В итоге из двенадцати осталось десять. Двое отсеялись сами — поняли, что учить латинские названия костей (а я давал им самые основы латыни, просто чтобы приучать к дисциплине ума) им скучно.
Оставшаяся десятка стала моей гордостью.
Я смотрел на них во время очередного занятия. Ванька, Анюта, Прошка, Лиза… Они сидели за столами, склонившись над самодельными атласами, которые мы с Вениамином рисовали для них по ночам. Они спорили о том, где находится селезенка. Они уже не шарахались от вида крови — когда к нам в лечебницу привезли рабочего с разрубленной стопой, я разрешил Ваньке и Анюте присутствовать и подавать инструменты. Они стояли бледные, но не ушли.
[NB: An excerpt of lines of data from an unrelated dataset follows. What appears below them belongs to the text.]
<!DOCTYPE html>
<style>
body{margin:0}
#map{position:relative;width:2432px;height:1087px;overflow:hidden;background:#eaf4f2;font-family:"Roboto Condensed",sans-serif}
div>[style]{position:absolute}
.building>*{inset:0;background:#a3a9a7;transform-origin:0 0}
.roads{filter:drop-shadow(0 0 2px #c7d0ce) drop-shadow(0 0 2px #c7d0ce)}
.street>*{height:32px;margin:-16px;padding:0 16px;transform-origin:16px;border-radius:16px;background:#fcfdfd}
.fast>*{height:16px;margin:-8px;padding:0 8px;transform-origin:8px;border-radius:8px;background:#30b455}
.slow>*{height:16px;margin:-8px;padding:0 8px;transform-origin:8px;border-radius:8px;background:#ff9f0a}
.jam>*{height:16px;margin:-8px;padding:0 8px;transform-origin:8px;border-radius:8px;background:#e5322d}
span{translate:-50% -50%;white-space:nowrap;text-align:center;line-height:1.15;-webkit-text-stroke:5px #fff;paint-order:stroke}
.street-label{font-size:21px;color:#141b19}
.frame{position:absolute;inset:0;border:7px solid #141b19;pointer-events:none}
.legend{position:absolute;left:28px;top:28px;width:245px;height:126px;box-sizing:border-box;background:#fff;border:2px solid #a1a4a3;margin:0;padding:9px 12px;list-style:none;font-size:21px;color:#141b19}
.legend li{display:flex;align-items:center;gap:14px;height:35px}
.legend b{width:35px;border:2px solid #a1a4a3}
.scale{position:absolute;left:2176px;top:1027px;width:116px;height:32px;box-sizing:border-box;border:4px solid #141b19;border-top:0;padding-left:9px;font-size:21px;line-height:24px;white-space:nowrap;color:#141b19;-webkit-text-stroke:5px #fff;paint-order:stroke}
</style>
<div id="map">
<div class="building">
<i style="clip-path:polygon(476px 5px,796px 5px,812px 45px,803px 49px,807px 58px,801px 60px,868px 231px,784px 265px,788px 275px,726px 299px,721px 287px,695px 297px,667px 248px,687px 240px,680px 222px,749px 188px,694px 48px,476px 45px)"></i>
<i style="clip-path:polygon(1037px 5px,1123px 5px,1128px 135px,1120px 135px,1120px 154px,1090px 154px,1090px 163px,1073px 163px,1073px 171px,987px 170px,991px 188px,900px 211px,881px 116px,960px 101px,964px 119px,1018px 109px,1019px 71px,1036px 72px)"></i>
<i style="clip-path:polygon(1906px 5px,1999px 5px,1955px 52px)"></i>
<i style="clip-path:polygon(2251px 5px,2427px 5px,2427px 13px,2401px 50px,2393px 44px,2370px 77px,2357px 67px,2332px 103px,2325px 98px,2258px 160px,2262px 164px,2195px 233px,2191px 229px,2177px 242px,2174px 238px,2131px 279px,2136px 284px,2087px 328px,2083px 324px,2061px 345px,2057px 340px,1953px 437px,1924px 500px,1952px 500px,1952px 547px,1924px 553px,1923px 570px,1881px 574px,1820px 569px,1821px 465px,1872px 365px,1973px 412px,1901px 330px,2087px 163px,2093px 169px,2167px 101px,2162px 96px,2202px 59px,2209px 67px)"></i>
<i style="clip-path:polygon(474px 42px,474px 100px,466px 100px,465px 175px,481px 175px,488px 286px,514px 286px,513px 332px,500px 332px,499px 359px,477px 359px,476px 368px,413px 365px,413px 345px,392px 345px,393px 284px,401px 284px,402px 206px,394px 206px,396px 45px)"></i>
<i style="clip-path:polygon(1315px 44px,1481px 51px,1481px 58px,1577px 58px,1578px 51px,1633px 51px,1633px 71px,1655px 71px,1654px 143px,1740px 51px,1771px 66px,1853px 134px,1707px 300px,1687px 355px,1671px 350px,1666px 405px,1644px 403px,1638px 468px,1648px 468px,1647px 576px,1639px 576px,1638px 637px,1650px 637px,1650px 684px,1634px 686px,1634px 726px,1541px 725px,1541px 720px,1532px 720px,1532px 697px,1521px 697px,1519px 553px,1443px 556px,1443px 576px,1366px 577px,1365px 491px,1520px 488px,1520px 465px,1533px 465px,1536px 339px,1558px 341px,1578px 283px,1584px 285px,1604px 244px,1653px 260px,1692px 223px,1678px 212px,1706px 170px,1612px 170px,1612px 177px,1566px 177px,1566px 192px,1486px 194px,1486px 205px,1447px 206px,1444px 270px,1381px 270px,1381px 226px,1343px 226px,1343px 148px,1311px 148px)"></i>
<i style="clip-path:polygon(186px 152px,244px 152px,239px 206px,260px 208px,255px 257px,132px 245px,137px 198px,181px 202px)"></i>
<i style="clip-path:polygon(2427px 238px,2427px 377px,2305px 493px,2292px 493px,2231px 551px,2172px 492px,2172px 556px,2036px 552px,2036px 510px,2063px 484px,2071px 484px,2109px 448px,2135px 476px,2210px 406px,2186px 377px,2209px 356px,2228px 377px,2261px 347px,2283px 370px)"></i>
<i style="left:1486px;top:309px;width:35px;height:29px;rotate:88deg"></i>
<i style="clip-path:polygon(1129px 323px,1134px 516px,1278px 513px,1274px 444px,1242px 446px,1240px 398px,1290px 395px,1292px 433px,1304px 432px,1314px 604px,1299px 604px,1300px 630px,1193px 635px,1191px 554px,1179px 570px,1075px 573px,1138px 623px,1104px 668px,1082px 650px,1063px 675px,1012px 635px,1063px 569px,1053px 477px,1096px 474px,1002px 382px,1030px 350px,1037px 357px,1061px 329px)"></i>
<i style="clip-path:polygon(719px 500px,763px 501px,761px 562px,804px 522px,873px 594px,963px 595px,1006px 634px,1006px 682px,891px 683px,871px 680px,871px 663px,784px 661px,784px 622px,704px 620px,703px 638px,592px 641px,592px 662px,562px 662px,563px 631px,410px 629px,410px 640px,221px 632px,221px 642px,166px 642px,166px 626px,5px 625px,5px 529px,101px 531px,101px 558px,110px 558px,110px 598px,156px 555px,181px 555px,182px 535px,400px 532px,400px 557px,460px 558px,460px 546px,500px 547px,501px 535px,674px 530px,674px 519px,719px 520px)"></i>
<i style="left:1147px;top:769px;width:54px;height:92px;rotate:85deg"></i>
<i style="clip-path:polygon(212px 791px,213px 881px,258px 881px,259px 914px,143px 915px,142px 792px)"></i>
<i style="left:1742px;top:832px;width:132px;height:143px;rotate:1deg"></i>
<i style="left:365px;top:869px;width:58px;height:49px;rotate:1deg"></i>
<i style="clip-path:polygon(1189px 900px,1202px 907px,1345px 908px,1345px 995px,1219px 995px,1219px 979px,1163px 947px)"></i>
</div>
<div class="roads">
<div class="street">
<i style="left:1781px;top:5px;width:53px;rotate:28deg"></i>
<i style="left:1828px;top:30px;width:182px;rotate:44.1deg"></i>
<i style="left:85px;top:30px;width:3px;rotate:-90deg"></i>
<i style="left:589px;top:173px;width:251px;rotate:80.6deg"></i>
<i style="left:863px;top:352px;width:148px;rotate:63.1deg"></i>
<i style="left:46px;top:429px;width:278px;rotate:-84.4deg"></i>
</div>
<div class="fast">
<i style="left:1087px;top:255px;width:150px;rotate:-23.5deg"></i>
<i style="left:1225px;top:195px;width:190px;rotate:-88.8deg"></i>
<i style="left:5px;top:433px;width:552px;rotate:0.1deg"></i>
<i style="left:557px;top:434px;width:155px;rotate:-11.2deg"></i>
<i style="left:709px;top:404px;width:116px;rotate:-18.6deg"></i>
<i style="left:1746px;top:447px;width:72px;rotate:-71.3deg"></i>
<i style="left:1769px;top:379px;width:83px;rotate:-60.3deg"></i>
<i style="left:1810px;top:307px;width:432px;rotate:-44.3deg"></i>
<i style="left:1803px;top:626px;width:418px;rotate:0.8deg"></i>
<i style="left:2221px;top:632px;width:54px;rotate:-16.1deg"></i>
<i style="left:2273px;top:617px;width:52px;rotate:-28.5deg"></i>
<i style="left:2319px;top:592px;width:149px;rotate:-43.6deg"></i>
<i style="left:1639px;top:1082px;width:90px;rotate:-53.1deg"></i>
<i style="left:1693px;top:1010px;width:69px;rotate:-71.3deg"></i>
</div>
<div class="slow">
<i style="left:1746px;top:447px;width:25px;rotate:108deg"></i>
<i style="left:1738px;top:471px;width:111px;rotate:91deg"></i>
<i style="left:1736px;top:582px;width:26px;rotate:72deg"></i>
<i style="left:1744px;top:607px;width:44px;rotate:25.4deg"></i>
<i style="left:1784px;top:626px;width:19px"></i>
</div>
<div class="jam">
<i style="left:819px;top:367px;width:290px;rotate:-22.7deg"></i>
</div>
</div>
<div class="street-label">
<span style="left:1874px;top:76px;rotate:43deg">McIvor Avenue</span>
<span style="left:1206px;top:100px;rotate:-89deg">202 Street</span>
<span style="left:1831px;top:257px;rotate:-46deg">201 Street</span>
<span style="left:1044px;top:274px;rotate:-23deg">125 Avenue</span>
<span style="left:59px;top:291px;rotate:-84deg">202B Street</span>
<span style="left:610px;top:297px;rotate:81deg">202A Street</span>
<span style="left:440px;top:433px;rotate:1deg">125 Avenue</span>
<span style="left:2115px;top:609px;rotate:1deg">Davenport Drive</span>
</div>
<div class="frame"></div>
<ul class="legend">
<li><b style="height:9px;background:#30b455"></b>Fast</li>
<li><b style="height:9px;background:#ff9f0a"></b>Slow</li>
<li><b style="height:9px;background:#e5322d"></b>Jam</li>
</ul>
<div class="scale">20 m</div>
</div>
И когда я попросил Ваньку прижать артерию, он сделал это твердой рукой.
— Андрей Петрович, — спросил меня как-то Ванька после урока. — А правда, что в городе есть большие дома, где только лечат? Больницы?
— Правда, Иван. Огромные. И там работают профессора, которые знают в сто раз больше меня.
— Я хочу туда, — твердо сказал он. — Выучусь и поеду. Посмотрю, как там. А потом вернусь. И построю здесь такую же.
Я потрепал его по рыжей макушке.
— Поедешь, Ванька. Обязательно поедешь.
Я понимал, что создаю не просто смену. Я создавал будущее. Эти дети через десять лет станут настоящими врачами. Первыми врачами, которые выросли здесь, в тайге, но с наукой в голове. И это было, пожалуй, самым надежным вложением моего золота.